The new porous material for capturing carbon dioxide, called a covalent organic framework (COF), has hexagonal channels decorated with polyamines that efficiently bind CO2 molecules (blue and orange balls) at concentrations found in ambient air. (Graphic credit: Chaoyang Zhao)
Capturing and storing the carbon dioxide humans produce is key to lowering atmospheric greenhouse gases and slowing global warming, but today’s carbon capture technologies work well only for concentrated sources of carbon, such as power plant exhaust. The same methods cannot efficiently capture carbon dioxide from ambient air, where concentrations are hundreds of times lower than in flue gases.
Yet direct air capture, or DAC, is being counted on to reverse the rise of CO2 levels, which have reached 426 parts per million (ppm), 50% higher than levels before the Industrial Revolution. Without it, according to the Intergovernmental Panel on Climate Change, we won’t reach humanity’s goal of limiting warming to 1.5 °C (2.7 °F) above preexisting global averages.
A new type of absorbing material developed by chemists at the University of California, Berkeley, could help get the world to negative emissions. The porous material — a covalent organic framework (COF) — captures CO2 from ambient air without degradation by water or other contaminants, one of the limitations of existing direct air capture technologies.

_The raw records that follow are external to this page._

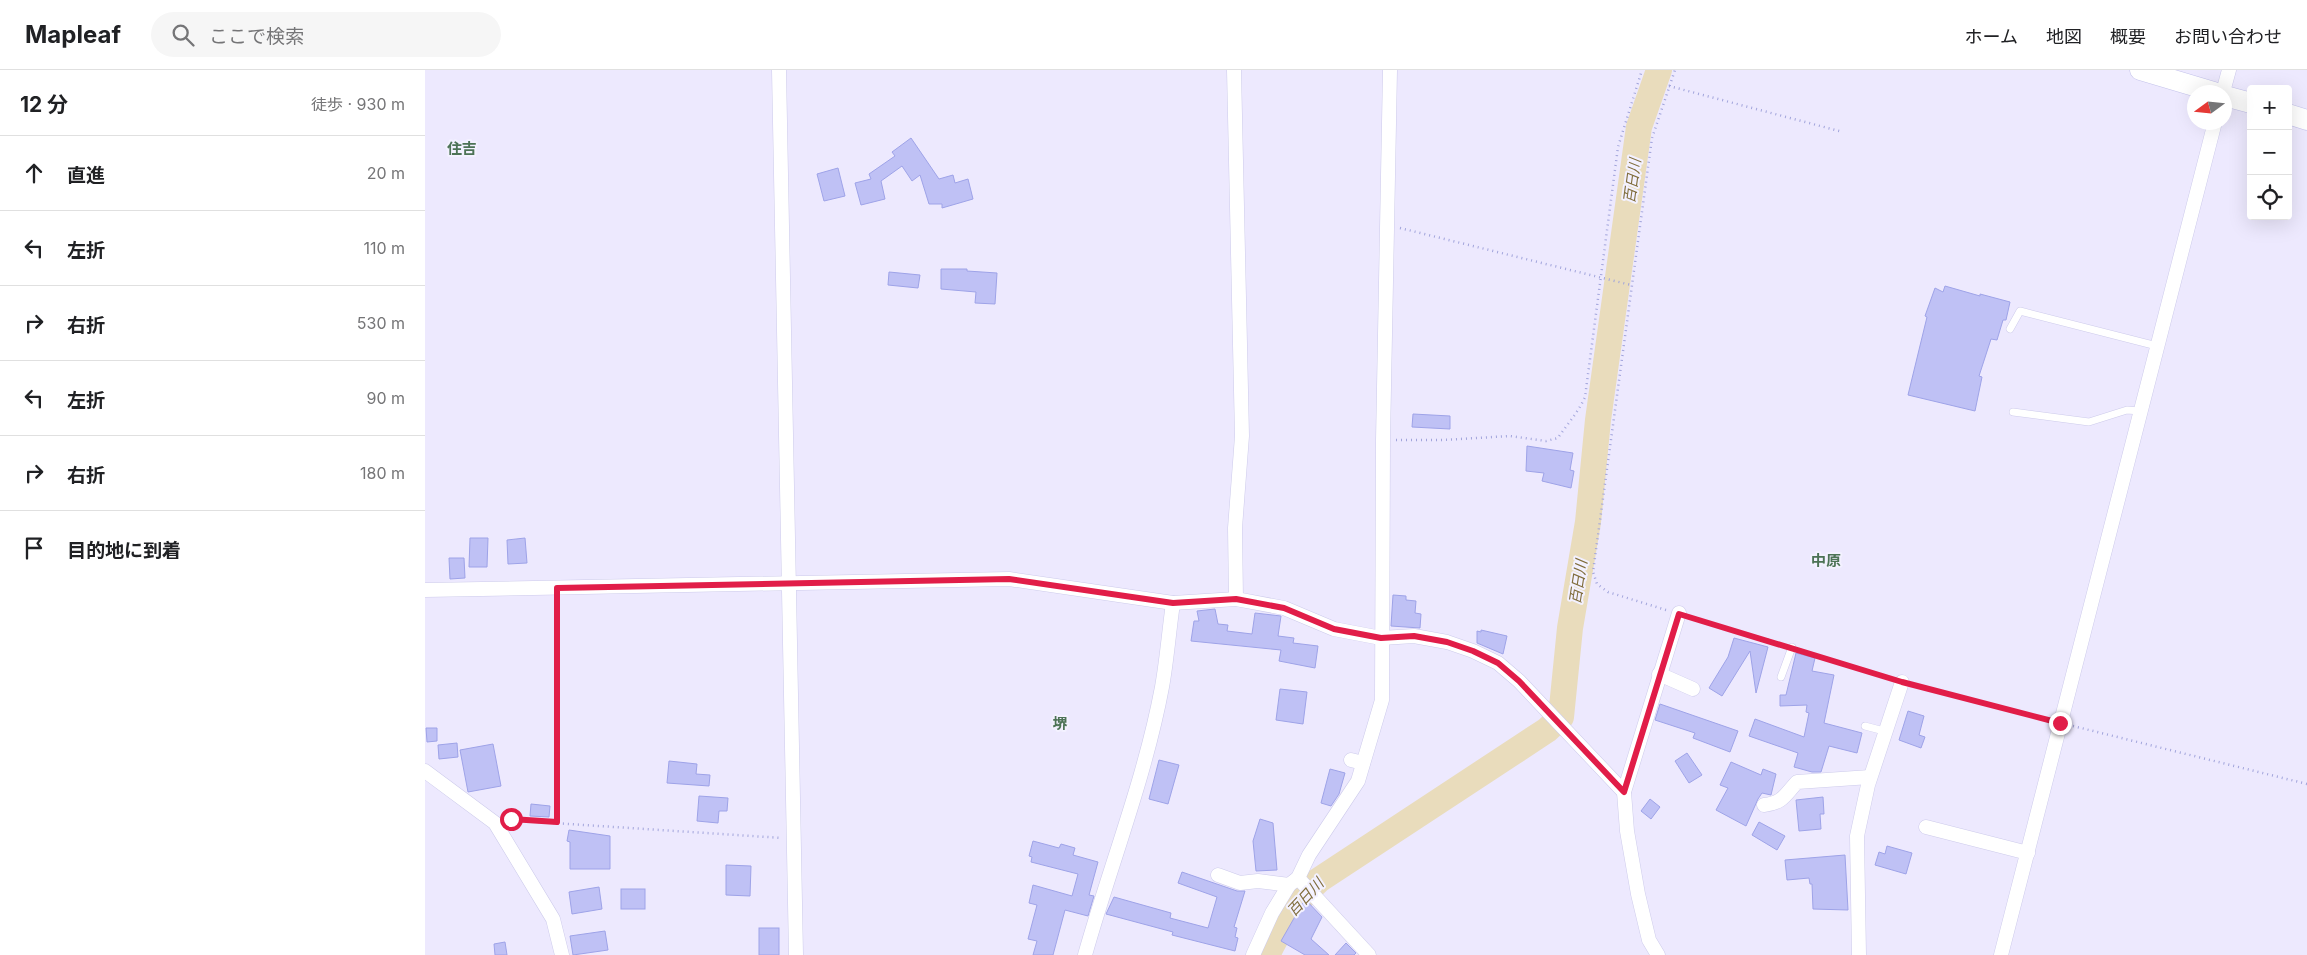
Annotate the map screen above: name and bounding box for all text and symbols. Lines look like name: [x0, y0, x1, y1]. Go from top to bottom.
search box: [151, 12, 501, 57]
text: Mapleaf: [25, 20, 121, 49]
icon: search: [169, 21, 197, 49]
text: ここで検索: [209, 25, 304, 48]
text: ホーム: [1965, 26, 2018, 47]
text: 地図: [2046, 26, 2082, 47]
text: 概要: [2110, 26, 2146, 47]
text: お問い合わせ: [2174, 26, 2282, 47]
north arrow: [2187, 85, 2232, 130]
map controls: [2247, 85, 2292, 220]
button: +: [2247, 85, 2292, 130]
text: 12 分: [20, 92, 68, 117]
text: 徒歩 · 930 m: [311, 94, 405, 114]
button: −: [2247, 130, 2292, 175]
district label: 住吉: [447, 139, 477, 158]
water label: 百日川: [1619, 155, 1645, 205]
icon: ahead: [20, 159, 48, 187]
text: 20 m: [367, 163, 405, 183]
text: 直進: [67, 164, 105, 187]
button: locate: [2247, 175, 2292, 220]
icon: left: [20, 234, 48, 262]
text: 110 m: [363, 238, 405, 258]
text: 左折: [67, 239, 105, 262]
icon: right: [20, 309, 48, 337]
text: 530 m: [357, 313, 405, 333]
text: 右折: [67, 314, 105, 337]
icon: left: [20, 384, 48, 412]
text: 90 m: [366, 388, 405, 408]
text: 左折: [67, 389, 105, 412]
icon: right: [20, 459, 48, 487]
text: 180 m: [360, 463, 405, 483]
text: 右折: [67, 464, 105, 487]
icon: arrive: [20, 534, 48, 562]
text: 目的地に到着: [67, 539, 181, 562]
district label: 中原: [1811, 551, 1841, 570]
water label: 百日川: [1565, 556, 1591, 606]
route end: [2049, 712, 2072, 735]
district label: 堺: [1052, 714, 1068, 733]
route start: [500, 808, 523, 831]
water label: 百日川: [1283, 873, 1329, 920]

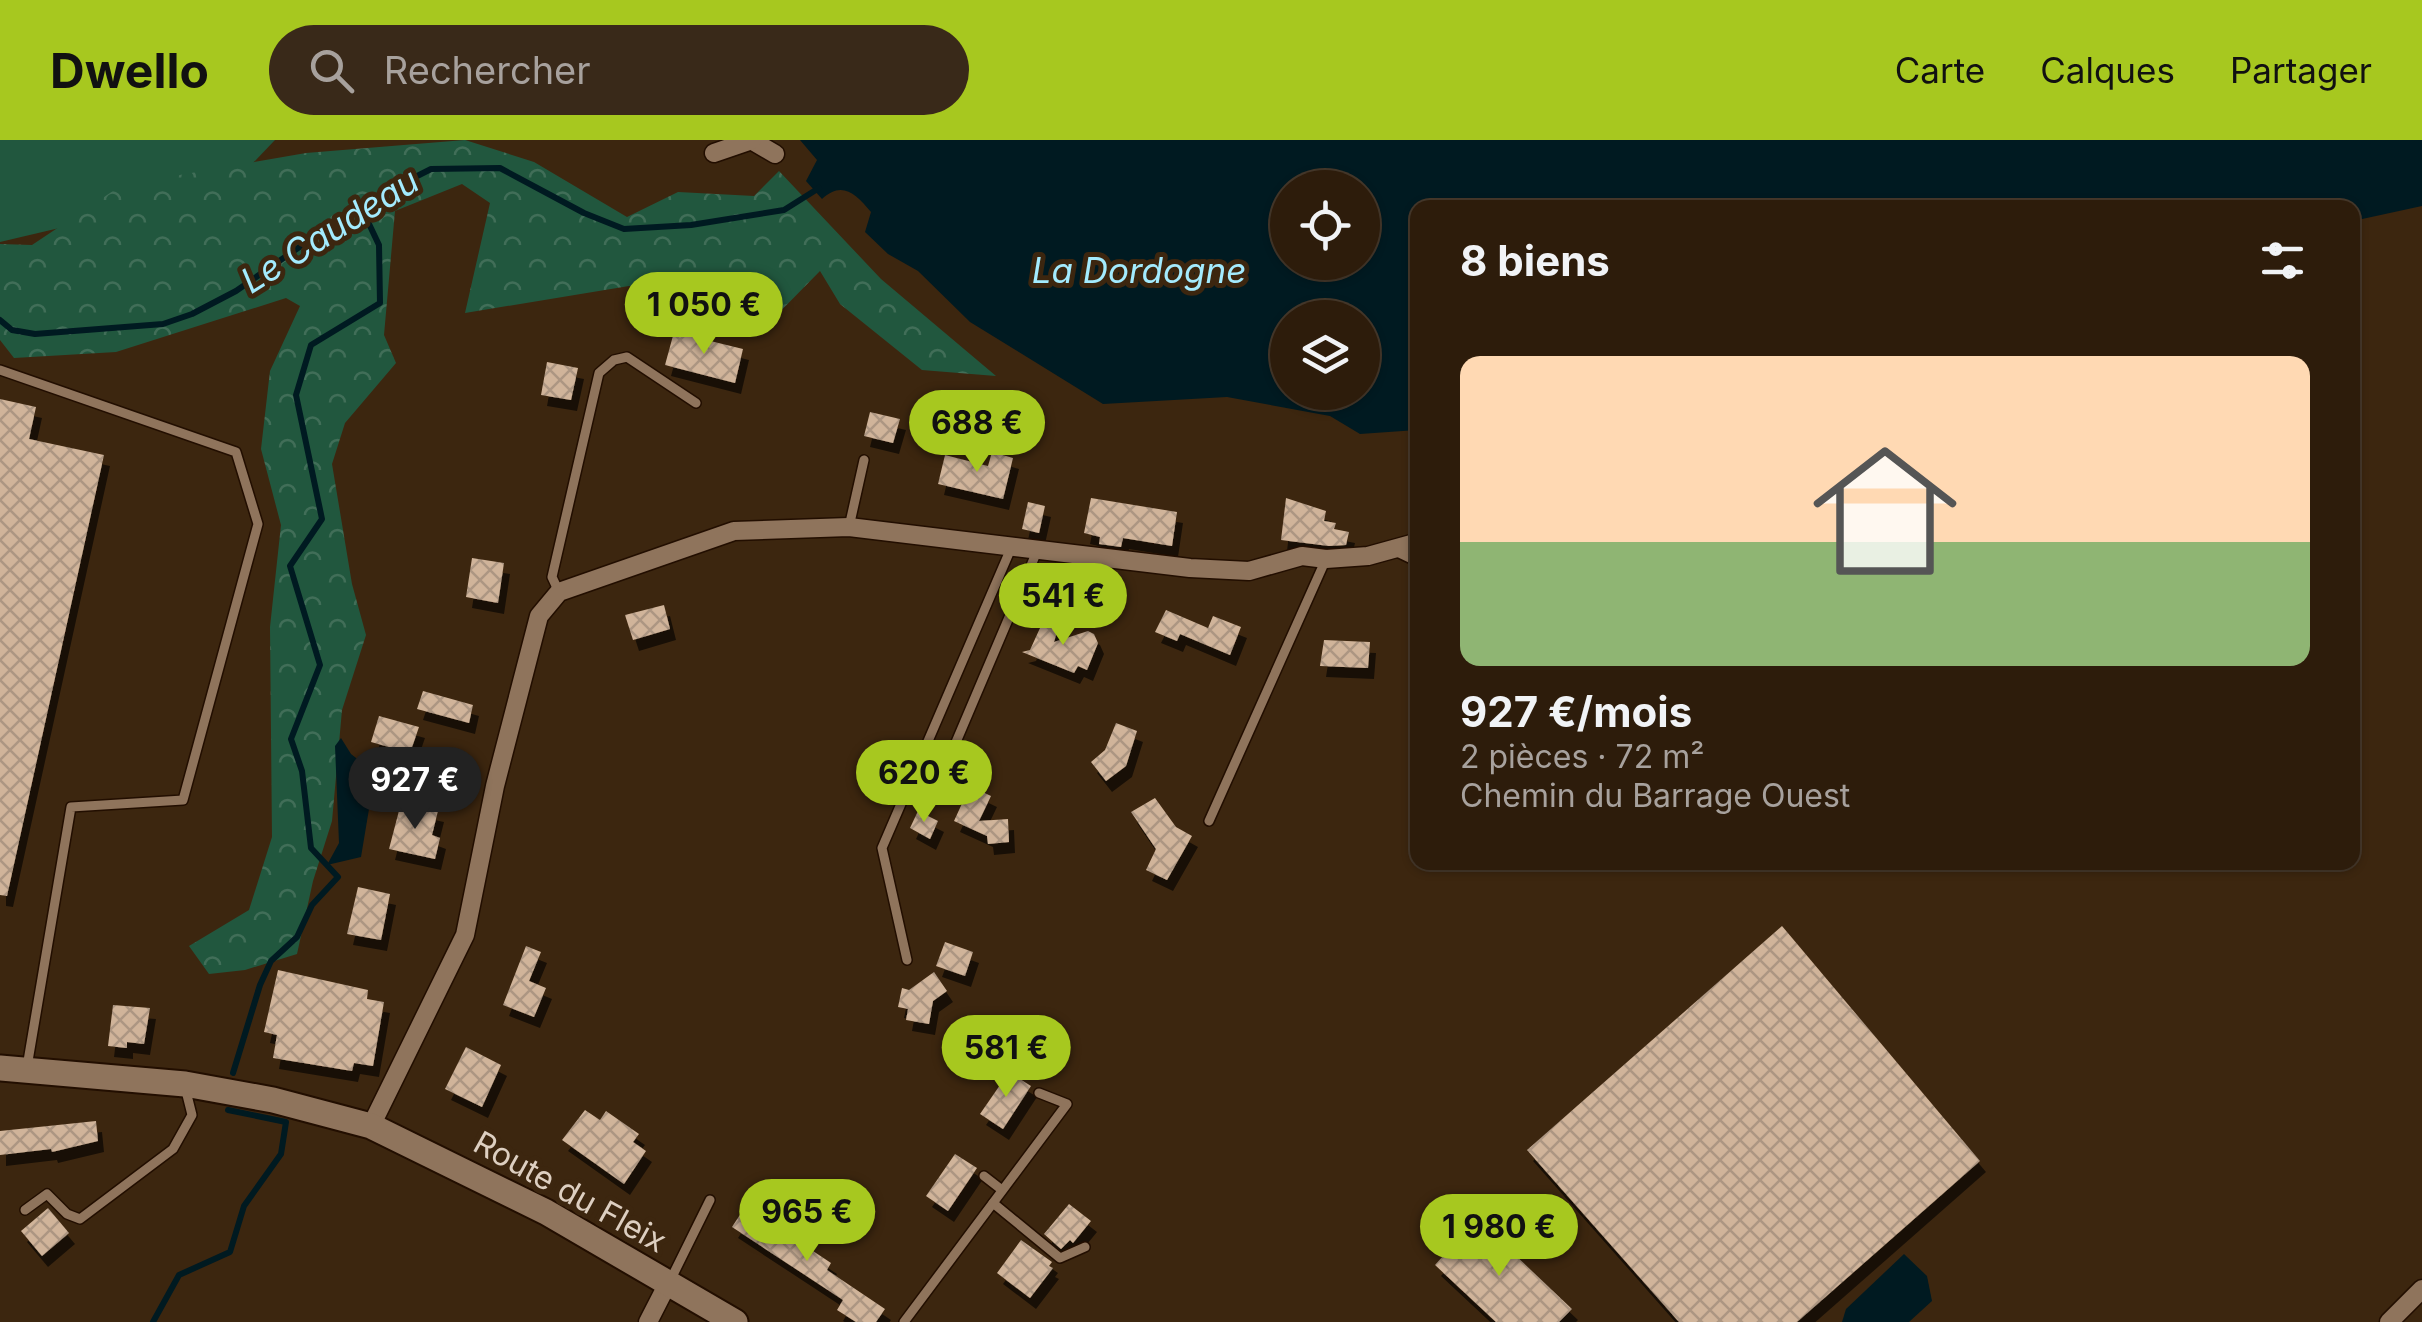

The new promising COF-999 material was developed by the Yaghi group at the Colege of Chemistry. The characterization of COFs can be elusive due to amorphous nature of these materials and it often requires complimentary approachesa. In this case, critical information about the COF-999 material, such as the functional groups within its pores, degree of its polymerization, and binding of CO2 molecules by COF-999 were determined using cross-polarization magic-angle spinning (CP-MAS) solid-state Nuclear Magnetic Resonance spectroscopy applications at the PMRC Core. The results were published in the journal Nature.